◆ PROBLEM STATEMENT
Which of the lines below include the word "direction"? Pull each one out.

◆ DATASET

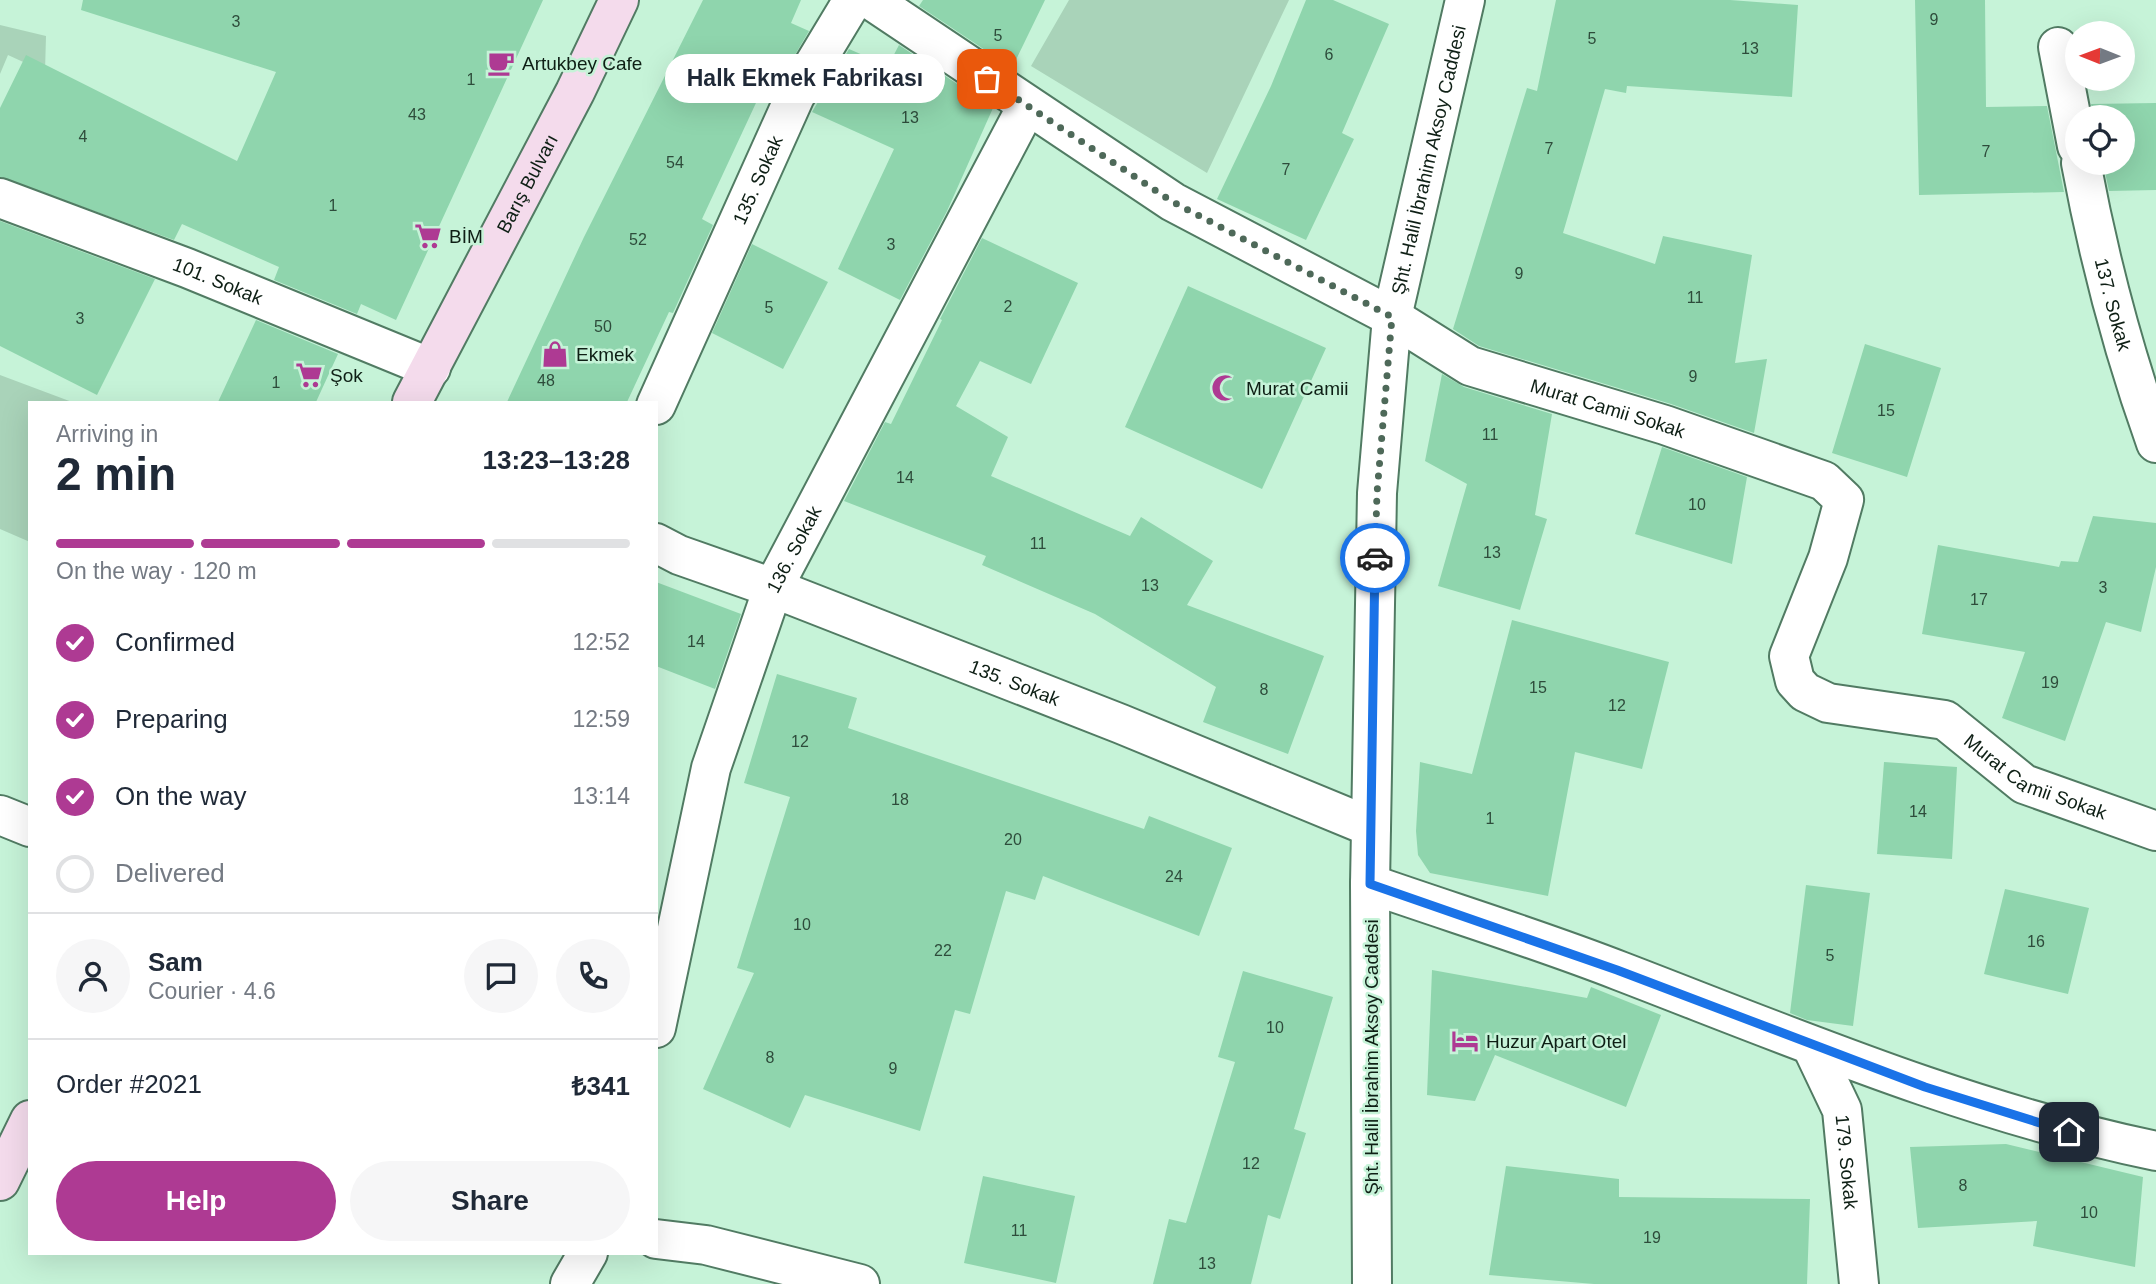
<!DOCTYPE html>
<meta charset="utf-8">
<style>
:root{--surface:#fff;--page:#f6f6f7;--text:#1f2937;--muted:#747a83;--line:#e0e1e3;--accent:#ae3a93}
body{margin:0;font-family:Arial,sans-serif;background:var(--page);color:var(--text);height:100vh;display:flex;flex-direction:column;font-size:26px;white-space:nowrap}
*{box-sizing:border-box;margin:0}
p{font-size:23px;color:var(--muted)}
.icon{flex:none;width:38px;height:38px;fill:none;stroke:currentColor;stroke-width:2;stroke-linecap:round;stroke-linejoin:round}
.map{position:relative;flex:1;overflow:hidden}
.details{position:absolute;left:28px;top:401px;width:630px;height:854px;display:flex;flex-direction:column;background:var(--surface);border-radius:0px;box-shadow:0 7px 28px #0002}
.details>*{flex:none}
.needle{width:46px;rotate:271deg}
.fabs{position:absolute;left:2065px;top:21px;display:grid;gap:14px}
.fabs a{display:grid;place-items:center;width:70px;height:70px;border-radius:50%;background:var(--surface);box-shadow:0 7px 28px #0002;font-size:35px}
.pin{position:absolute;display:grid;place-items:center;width:60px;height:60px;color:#fff;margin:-30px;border-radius:14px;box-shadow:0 4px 10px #0006}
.courier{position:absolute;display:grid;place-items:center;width:70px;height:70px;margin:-35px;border:5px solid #1a73e8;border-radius:50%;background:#fff;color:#222;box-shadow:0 2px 9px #0007}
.bubble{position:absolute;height:49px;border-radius:24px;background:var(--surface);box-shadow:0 7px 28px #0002;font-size:23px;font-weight:600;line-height:49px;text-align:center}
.headline em{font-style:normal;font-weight:600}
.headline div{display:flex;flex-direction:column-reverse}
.headline{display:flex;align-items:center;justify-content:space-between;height:119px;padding:0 28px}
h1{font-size:46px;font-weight:600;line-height:52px}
.bar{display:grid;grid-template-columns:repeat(4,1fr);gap:10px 7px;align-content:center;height:84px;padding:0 28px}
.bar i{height:9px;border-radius:5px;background:var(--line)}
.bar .active{background:var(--accent)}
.bar p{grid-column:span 4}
.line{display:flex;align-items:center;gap:18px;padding:0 28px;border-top:2px solid var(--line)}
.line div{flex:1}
.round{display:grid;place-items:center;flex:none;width:74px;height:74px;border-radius:37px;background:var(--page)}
ol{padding:0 28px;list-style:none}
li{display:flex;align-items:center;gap:21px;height:77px}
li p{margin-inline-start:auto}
li .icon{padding:7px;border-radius:50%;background:var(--accent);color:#fff;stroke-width:4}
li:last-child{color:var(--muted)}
li i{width:38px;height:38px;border:4px solid var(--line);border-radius:50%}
.action{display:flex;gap:14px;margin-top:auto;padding:14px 28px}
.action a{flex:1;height:80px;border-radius:42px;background:var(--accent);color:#fff;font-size:28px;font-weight:600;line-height:80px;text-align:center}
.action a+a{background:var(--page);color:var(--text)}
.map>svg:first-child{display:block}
.green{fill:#a9d3b9}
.building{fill:#8fd5ad}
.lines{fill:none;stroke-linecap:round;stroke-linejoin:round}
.minor-casing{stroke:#517b63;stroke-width:42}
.tertiary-casing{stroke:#517b63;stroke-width:42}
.secondary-casing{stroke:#517b63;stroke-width:42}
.minor{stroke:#fff;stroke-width:38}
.tertiary{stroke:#fff;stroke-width:38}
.secondary{stroke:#f4dbec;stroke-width:38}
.done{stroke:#4e6959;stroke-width:7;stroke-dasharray:0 12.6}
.route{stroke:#1a73e8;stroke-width:9}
.labels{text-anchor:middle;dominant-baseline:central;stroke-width:5;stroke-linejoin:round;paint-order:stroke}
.number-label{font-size:16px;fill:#2e4c3b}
.poi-label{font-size:19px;fill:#0e1f15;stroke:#c6f3d8;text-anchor:start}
.street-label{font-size:19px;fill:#0e1f15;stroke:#c6f3d8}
</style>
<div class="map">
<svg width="2156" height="1284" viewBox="0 0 2156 1284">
<rect width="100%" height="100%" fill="#c6f3d8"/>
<path class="green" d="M1069,0h220l-82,173 -176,-107z
M0,25l46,11 -1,36 -37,-17 -8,19z
M0,375l72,27h-42v140l-30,-13z"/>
<path class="building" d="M83,0h460l-147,320 -35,-16 -4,10 -83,-34 5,-13 -97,-43 -8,16 -174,-63v-69l26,-53 211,106 39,-89 -195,-62z
M703,0h98l-10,23 18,8 -37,63 -10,-4 -60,129 11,6 -40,88 -4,-1 -42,90h-120l77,-165z
M923,0h122l-33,68 -93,-62z
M1306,0h27l56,24 -47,109 12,6 -48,101 -89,-41 54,-113z
M1556,0h174l68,5 -6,92 -165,-11 -1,7 -21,-4 -42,144 92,31 8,-28 89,19 -17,108 32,-4 -13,74 -83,-29 -192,-58 -26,-17 74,-241 10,3z
M1915,0h70l1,107 61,-1 17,86 -145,3z
M899,45l94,63 -46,103 -47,89 -62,-31 56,-120 -82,-37 37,-63 39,17z
M2156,103v87l-47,1 -6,-28h20v-46h-29l-3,-13z
M0,221l155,58 -58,116 -97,-49z
M982,238l96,45 -47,101 -51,-23 -24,45 52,31 -17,39 139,60 11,-19 72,44 -26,44 137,51 -36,98 -85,-32 13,-35 -121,-73 -113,-49 4,-9 -142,-55 41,-79 6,2 51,-104 -2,-1z
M752,244l76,38 -45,87 -71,-36z
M1188,286l138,62 -64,141 -137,-62z
M256,320l82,34 -22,48h-98z
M1865,344l76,24 -34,109 -75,-24z
M1442,374l22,13 88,27 -17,101 12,4 -27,91 -82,-24 29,-102 -42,-23z
M1662,447l85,30 -15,87 -97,-30z
M2093,516l63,7v44l-15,65 -35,-10 -41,119 -63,-23 23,-66 -103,-18 16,-89 121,22 2,-6 17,1z
M656,582l85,32 -26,75 -59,-23z
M1512,620l157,42 -27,107 -67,-17 -27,144 -118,-23 -12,-18 -2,-24 4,-69 52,12z
M777,674l80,24 -9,30 296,101 5,-13 83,32 -33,88 -156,-60 -8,24 -29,-9 -36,123 -15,-4 -35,121 -115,-36 -15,33 -87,-39 51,-116 -17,-5 53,-171 -46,-14z
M1884,762l73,5 -5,92 -75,-5z
M1806,885l64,8 -17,133 -46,-6 -17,-7z
M2005,889l84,19 -21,86 -84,-20z
M1432,970l155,28 4,-11 70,28 -35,92 -131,-52 -20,46 -48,-6z
M1243,971l90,26 -39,132 12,4 -26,86 -12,-4 -17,69h-98l16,-65 17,4 49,-161 -17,-5z
M2006,1144l137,33 -8,90 -102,-21 4,-25 -119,7 -8,-81z
M1506,1166l113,13v18l191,2 -3,85h-213l-105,-9z
M983,1176l92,20 -19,87 -92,-20z"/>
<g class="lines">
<defs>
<g id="minor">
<path id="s1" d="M871,0l302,202 219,115 78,49 195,59 159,56 20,19 -16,58 -39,98 6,25 10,11 23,11 117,17 79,64 132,47"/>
<path d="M2058,47l19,99"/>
<path id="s2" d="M2081,163c18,96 42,188 75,280"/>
<path id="s3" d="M0,198l187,70 244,100"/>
<path id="s4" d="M656,405l139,-309 58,-96"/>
<path id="s5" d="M656,543l23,12 94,33 348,136 250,103"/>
<path d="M0,815l30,12"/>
<path d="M1370,884c83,29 168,55 250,87 177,68 349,141 536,180"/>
<path id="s6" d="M656,1028l55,-260 62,-180 254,-482"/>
<path id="s7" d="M1812,1047l30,63 17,174"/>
<path d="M656,1239l50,6 154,39"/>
<path d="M570,1284l18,-31"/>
</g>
<g id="tertiary">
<path id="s8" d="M1372,1284l-2,-400 7,-391 15,-176 73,-317"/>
</g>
<g id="secondary">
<path id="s9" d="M412,402l163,-310 44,-92"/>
<path d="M0,1181l30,-61"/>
</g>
</defs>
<use href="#minor" class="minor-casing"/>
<use href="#tertiary" class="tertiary-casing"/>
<use href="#secondary" class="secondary-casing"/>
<use href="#minor" class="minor"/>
<use href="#tertiary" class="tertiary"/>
<use href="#secondary" class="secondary"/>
</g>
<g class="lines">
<path class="done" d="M987,79l186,123 219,115 -15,176 -2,65"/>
<path class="route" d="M1375,558l-5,326 247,86 308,117 144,45"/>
</g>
<defs>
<symbol id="cafe-bare" viewBox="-9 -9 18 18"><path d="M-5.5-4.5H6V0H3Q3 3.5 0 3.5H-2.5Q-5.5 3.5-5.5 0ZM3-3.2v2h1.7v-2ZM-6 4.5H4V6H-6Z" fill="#ae3a93" stroke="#c6f3d8" stroke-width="2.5" paint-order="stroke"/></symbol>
<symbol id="supermarket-bare" viewBox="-9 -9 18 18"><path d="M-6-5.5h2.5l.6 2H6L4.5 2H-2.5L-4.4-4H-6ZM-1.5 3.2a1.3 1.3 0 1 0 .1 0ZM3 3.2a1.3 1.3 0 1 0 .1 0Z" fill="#ae3a93" stroke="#c6f3d8" stroke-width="2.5" paint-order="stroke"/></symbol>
<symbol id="shop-bare" viewBox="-9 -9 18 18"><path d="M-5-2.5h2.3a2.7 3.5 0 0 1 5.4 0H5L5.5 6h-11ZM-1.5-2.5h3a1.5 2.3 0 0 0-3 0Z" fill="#ae3a93" stroke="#c6f3d8" stroke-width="2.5" paint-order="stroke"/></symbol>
<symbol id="mosque-bare" viewBox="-9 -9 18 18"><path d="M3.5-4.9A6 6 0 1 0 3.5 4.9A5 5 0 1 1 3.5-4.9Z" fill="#ae3a93" stroke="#c6f3d8" stroke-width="2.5" paint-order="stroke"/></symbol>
<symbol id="hotel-bare" viewBox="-9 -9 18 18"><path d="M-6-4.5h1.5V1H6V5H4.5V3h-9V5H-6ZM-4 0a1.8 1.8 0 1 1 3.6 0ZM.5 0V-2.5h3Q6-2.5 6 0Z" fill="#ae3a93" stroke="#c6f3d8" stroke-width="2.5" paint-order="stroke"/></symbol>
</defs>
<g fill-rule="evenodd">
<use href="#cafe-bare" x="482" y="44" width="38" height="38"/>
<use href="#supermarket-bare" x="409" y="217" width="38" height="38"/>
<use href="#shop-bare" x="536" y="335" width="38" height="38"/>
<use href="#supermarket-bare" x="290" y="356" width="38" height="38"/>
<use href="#mosque-bare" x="1206" y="369" width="38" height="38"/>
<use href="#hotel-bare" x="1446" y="1022" width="38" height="38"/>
</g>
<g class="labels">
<g class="number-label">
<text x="1934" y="19">9</text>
<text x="236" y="21">3</text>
<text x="998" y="35">5</text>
<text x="1592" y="38">5</text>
<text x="1750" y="48">13</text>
<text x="1329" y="54">6</text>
<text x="471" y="79">1</text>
<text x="417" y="114">43</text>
<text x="910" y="117">13</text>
<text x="83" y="136">4</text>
<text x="1549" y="148">7</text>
<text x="1986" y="151">7</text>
<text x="675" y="162">54</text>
<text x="1286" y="169">7</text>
<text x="333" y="205">1</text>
<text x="638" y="239">52</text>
<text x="891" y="244">3</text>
<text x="1519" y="273">9</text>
<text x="1695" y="297">11</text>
<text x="1008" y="306">2</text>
<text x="769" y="307">5</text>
<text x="80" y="318">3</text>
<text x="603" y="326">50</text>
<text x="1693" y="376">9</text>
<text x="546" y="380">48</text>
<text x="276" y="382">1</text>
<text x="1886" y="410">15</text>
<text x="1490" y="434">11</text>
<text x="905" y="477">14</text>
<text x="1697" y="504">10</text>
<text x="1038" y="543">11</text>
<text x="1492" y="552">13</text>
<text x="1150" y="585">13</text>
<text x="2103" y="587">3</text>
<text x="1979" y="599">17</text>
<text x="696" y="641">14</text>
<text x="2050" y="682">19</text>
<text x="1538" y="687">15</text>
<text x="1264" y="689">8</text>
<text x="1617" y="705">12</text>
<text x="800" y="741">12</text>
<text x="900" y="799">18</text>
<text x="1918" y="811">14</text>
<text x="1490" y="818">1</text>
<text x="1013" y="839">20</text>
<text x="1174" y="876">24</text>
<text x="802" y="924">10</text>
<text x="2036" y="941">16</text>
<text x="943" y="950">22</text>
<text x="1830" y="955">5</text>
<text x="1275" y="1027">10</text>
<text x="770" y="1057">8</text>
<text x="893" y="1068">9</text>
<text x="1251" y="1163">12</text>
<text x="1963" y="1185">8</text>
<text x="2089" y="1212">10</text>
<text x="1019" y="1230">11</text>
<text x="1652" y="1237">19</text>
<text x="1207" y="1263">13</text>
</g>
<g class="poi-label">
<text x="522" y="63">Artukbey Cafe</text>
<text x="449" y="236">BİM</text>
<text x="576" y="354">Ekmek</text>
<text x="330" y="375">Şok</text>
<text x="1246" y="388">Murat Camii</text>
<text x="1486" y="1041">Huzur Apart Otel</text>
</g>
<g class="street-label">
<text stroke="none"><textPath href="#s8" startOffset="1129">Şht. Halil İbrahim Aksoy Caddesi</textPath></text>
<text stroke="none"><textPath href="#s4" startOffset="247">135. Sokak</textPath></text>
<text stroke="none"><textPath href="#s9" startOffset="247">Barış Bulvarı</textPath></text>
<text stroke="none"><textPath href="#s3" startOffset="233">101. Sokak</textPath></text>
<text stroke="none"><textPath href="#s2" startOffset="145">137. Sokak</textPath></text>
<text stroke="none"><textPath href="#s1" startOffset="847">Murat Camii Sokak</textPath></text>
<text stroke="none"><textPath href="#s6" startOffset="500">136. Sokak</textPath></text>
<text stroke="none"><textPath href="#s5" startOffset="385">135. Sokak</textPath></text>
<text stroke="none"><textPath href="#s1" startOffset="1561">Murat Camii Sokak</textPath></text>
<text transform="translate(1371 1057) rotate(-90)">Şht. Halil İbrahim Aksoy Caddesi</text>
<text stroke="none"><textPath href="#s7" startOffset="122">179. Sokak</textPath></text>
</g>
</g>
</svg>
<div class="fabs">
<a><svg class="needle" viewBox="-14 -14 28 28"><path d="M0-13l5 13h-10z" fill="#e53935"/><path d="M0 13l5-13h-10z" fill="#747a83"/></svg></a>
<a><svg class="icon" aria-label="locate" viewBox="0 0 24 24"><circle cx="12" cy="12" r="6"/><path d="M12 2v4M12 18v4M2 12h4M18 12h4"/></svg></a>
</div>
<div class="pin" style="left:987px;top:79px;background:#ea580c"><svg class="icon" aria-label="bag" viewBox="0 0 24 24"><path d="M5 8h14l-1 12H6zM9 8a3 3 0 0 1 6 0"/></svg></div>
<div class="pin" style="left:2069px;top:1132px;background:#1f2937"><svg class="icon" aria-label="home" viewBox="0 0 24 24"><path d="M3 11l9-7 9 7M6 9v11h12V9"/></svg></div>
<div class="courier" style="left:1375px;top:558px"><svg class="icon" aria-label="car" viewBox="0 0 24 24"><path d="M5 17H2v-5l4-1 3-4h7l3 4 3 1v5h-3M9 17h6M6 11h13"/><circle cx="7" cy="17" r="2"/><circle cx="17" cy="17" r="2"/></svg></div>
<div class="bubble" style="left:665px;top:54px;width:280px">Halk Ekmek Fabrikası</div>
<section class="details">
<div class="headline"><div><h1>2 min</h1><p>Arriving in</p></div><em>13:23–13:28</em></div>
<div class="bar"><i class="active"></i><i class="active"></i><i class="active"></i><i></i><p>On the way · 120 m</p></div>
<ol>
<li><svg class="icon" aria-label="check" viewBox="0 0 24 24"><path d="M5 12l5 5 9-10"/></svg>Confirmed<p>12:52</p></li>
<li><svg class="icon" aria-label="check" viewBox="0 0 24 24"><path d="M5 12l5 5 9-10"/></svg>Preparing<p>12:59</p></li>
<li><svg class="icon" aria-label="check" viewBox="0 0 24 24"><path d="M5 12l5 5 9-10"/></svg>On the way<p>13:14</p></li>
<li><i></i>Delivered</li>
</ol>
<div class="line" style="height:126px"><a class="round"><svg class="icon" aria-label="person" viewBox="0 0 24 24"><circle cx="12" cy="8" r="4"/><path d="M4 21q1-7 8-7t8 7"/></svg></a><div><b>Sam</b><p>Courier · 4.6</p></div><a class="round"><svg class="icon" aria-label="chat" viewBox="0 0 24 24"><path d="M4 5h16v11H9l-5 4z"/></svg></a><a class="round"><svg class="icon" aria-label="phone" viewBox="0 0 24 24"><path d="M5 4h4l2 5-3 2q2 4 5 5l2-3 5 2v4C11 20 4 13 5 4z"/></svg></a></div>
<div class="line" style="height:91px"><div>Order #2021</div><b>₺341</b></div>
<div class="action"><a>Help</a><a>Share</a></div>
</section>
</div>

◆ ANSWER
body{margin:0;font-family:Arial,sans-serif;background:var(--page);color:var(--text);height:100vh;display:flex;flex-direction:column;font-size:26px;white-space:nowrap}
.details{position:absolute;left:28px;top:401px;width:630px;height:854px;display:flex;flex-direction:column;background:var(--surface);border-radius:0px;box-shadow:0 7px 28px #0002}
.headline div{display:flex;flex-direction:column-reverse}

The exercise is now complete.